Mabel E. Elliott incarne aussi le modèle de la soignante altruiste dévouée aux mères et aux enfants victimes des violences qui secouent l’Empire ottoman. Comme nous l’avons montré, cette figure résonne fortement dans l’espace public et médiatique américain au lendemain de la Première Guerre mondiale. Le témoignage d’Elliott s’inscrit dans un discours compassionnel et moral que partagent beaucoup de ses compatriotes. En effet, depuis la fin du 19e siècle, la détresse des Arméniens, ces chrétiens d’Orient, ces « voisins » devenus les pupilles de la nation américaine depuis 1919, mobilise l’opinion publique américaine.

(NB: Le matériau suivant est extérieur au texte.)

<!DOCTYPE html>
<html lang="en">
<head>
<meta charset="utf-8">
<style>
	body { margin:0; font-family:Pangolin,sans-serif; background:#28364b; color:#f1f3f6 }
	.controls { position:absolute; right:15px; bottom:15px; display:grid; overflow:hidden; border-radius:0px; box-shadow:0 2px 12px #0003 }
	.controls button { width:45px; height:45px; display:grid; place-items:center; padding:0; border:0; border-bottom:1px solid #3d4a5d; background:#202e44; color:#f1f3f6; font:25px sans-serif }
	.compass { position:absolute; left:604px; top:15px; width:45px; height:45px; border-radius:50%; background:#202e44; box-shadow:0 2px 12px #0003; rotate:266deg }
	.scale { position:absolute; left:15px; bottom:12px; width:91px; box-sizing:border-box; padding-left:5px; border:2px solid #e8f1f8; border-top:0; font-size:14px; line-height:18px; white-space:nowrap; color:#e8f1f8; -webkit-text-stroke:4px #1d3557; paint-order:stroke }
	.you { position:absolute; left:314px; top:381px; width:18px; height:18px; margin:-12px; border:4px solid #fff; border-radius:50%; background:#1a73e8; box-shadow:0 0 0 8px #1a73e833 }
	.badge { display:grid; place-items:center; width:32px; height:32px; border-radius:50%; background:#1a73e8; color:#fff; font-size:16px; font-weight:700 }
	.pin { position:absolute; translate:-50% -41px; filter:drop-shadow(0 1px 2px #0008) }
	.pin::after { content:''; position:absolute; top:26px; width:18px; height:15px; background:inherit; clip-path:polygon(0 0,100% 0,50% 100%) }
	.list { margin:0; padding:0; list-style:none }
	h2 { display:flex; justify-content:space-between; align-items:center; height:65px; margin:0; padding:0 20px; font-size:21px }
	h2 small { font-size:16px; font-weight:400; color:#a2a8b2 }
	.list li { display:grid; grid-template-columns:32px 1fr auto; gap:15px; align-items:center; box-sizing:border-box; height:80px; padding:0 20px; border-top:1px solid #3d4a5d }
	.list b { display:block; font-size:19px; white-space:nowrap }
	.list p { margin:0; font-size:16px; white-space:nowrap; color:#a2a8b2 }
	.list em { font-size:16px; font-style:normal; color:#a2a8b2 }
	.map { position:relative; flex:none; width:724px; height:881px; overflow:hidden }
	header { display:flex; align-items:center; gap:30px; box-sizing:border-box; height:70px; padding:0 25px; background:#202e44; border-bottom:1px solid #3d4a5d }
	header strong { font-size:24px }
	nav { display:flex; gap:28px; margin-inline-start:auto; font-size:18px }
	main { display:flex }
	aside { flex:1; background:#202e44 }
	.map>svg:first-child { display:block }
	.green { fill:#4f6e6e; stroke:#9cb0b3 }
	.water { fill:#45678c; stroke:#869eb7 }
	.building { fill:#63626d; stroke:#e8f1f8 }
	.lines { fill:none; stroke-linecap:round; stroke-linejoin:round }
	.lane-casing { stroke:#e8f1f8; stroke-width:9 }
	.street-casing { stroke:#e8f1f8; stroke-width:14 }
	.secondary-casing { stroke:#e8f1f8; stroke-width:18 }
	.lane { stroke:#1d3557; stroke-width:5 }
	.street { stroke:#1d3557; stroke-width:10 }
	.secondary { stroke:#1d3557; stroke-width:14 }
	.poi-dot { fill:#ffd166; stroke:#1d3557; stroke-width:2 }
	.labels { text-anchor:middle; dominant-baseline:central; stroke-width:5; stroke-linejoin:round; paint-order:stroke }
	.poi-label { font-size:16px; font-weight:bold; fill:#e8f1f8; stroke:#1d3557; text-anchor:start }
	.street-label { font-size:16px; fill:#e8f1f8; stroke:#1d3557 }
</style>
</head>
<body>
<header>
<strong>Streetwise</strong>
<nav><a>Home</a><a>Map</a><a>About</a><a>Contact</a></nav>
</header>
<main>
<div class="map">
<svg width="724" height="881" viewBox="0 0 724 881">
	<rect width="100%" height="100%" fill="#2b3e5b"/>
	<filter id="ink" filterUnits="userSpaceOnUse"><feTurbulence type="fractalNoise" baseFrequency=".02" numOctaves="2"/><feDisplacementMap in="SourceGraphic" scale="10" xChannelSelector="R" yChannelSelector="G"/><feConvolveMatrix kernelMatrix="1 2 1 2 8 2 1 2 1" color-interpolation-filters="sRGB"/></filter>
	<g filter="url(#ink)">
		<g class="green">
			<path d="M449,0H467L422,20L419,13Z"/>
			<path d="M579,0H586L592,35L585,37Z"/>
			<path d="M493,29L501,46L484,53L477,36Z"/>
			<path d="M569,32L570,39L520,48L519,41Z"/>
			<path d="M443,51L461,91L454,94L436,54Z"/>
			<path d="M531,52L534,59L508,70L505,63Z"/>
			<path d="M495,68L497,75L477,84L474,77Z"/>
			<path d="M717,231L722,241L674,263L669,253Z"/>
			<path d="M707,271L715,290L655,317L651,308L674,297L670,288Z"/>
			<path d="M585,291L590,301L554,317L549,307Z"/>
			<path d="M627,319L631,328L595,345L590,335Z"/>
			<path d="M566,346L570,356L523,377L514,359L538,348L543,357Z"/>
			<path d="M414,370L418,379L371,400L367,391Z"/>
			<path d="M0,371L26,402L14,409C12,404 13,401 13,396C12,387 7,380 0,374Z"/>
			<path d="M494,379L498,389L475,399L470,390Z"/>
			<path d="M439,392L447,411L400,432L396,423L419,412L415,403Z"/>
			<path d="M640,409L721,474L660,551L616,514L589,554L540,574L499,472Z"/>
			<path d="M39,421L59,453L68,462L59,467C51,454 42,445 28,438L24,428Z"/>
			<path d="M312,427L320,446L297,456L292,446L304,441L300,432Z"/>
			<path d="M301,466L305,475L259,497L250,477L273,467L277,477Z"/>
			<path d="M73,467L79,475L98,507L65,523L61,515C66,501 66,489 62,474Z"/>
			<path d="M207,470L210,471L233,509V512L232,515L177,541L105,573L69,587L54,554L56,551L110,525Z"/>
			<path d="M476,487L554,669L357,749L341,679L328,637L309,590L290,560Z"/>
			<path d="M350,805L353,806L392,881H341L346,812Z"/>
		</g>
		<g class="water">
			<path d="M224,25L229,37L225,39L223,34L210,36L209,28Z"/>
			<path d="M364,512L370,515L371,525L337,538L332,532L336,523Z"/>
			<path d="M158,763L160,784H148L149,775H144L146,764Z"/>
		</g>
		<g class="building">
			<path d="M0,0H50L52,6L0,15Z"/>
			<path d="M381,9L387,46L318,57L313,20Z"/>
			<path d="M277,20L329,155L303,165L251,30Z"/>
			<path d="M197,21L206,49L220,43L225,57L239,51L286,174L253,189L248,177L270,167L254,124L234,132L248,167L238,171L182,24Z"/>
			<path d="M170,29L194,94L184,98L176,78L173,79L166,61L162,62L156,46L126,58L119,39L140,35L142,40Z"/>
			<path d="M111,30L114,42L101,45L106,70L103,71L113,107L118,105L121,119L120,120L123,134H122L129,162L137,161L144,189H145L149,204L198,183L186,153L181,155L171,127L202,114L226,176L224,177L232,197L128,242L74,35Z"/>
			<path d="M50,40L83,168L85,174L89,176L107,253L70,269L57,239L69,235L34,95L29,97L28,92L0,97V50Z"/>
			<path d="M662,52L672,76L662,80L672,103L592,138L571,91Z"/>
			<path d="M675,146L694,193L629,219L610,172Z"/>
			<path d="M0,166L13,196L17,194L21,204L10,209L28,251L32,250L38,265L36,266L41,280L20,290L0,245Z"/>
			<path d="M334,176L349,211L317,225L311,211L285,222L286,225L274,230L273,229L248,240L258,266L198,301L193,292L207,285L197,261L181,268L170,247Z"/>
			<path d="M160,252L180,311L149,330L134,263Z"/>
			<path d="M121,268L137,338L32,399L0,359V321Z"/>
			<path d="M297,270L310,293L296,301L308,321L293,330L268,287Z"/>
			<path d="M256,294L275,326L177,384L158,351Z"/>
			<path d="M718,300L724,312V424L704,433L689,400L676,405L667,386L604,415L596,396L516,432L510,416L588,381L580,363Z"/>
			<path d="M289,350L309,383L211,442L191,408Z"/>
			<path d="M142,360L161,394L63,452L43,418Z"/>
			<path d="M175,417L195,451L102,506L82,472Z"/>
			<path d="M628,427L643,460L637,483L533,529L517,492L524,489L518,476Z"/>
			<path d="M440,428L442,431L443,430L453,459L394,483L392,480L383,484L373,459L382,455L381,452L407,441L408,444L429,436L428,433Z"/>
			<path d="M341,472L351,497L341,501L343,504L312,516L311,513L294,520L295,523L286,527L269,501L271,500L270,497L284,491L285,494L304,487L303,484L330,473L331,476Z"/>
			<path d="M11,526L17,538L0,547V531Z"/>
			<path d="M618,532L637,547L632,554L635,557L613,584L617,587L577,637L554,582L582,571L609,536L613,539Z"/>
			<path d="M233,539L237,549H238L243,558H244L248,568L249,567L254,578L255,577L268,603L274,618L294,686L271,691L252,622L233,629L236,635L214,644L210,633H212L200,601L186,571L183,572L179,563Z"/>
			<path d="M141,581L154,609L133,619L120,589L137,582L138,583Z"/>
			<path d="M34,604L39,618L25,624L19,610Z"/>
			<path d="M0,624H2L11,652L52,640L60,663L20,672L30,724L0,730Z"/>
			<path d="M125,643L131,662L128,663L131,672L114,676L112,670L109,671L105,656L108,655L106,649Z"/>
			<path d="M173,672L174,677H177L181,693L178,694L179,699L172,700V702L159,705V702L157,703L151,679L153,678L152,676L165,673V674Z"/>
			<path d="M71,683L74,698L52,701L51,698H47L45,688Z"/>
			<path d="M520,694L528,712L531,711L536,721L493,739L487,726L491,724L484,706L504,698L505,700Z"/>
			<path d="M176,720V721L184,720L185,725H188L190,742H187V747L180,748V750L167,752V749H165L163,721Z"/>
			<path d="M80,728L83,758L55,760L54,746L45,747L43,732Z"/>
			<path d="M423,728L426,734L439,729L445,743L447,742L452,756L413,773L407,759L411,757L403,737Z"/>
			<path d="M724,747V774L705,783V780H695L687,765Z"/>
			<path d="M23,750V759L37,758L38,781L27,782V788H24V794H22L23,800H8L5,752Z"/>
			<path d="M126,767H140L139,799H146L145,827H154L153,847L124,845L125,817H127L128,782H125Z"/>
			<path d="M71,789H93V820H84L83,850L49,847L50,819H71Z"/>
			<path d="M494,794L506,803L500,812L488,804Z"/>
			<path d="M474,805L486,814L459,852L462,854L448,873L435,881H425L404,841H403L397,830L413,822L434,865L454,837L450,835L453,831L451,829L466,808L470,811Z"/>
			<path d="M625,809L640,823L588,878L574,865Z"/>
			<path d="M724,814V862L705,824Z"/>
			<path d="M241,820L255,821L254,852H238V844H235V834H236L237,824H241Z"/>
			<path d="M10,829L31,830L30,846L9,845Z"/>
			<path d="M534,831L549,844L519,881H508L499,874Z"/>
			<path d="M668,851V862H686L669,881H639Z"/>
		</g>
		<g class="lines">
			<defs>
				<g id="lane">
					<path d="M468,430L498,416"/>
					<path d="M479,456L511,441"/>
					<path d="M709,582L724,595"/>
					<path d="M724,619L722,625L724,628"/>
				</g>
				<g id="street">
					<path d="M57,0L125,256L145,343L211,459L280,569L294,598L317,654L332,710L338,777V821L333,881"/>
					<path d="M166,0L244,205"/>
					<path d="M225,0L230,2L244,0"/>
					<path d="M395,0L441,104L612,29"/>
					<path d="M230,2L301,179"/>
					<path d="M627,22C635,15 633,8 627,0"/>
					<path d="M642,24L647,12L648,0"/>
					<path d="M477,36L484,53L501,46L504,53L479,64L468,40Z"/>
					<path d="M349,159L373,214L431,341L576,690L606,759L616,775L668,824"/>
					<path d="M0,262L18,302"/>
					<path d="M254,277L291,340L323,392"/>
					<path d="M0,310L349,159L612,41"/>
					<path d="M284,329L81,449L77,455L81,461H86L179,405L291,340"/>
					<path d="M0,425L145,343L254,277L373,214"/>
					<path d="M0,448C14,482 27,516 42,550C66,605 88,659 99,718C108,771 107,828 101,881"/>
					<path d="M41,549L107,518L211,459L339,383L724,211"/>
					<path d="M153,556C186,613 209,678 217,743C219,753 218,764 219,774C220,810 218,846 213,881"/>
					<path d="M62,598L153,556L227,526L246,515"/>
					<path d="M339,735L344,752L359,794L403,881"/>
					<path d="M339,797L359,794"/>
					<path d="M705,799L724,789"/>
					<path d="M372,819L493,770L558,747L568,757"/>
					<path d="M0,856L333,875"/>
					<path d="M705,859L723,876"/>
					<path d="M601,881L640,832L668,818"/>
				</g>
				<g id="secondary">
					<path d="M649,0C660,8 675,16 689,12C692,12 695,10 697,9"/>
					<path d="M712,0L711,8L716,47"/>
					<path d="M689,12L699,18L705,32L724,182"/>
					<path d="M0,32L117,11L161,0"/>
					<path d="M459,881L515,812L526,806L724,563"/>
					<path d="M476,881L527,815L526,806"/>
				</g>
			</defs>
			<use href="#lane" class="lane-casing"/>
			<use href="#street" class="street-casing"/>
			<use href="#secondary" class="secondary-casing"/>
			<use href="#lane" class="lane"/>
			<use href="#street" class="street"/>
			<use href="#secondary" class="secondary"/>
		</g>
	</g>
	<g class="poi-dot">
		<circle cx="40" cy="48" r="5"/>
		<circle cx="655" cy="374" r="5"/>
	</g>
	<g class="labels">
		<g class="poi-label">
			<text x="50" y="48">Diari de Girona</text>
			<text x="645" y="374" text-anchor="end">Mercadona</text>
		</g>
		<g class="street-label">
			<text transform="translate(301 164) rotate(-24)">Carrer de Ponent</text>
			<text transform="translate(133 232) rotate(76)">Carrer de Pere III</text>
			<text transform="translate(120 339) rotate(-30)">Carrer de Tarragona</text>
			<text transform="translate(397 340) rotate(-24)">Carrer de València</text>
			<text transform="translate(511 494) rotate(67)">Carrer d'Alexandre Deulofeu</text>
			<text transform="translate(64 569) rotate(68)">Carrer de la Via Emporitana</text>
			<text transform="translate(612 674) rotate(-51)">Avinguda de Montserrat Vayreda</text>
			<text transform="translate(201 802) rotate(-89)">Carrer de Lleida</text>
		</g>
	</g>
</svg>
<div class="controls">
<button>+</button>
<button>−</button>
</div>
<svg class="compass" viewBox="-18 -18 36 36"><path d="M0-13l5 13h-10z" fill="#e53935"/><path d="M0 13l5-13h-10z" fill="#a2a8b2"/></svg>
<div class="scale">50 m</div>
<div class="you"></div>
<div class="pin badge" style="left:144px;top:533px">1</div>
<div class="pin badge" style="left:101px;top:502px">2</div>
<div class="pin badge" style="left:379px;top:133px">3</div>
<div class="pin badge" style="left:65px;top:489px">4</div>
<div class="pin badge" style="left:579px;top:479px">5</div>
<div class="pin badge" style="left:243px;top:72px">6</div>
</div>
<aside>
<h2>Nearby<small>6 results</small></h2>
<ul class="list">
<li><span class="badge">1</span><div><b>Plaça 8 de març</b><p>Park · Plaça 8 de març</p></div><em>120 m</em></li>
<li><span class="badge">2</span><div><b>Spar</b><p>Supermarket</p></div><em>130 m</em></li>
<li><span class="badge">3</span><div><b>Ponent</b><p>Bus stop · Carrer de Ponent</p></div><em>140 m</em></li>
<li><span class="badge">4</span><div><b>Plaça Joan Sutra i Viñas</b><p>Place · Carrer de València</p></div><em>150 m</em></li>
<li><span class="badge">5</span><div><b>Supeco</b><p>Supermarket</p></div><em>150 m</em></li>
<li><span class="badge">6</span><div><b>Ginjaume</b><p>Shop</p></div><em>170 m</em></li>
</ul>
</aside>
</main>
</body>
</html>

Dans un mélange de rhétorique chrétienne et de discours progressiste médical, le témoignage de Mabel E. Elliott active l’image d’une croisade humanitaire et sanitaire liée à la protection des Arméniens chrétiens, bref une forme d’idéalisme moral et de professionnalisme humanitaire. L’éclipse de cette figure testimoniale à compter du milieu des années 1920 doit être examinée de façon plus approfondie, mais, d’ores et déjà, on peut au moins identifier deux éléments explicatifs. D’abord, sa démission en tant que membre de l’AWH la prive d’une tribune importante auprès de ses pairs et du public et, plus largement, dans le contexte politique de l’époque, l’espace public et médiatique est marqué par le long silence qui s’installe autour du génocide des Arméniens et de ses victimes.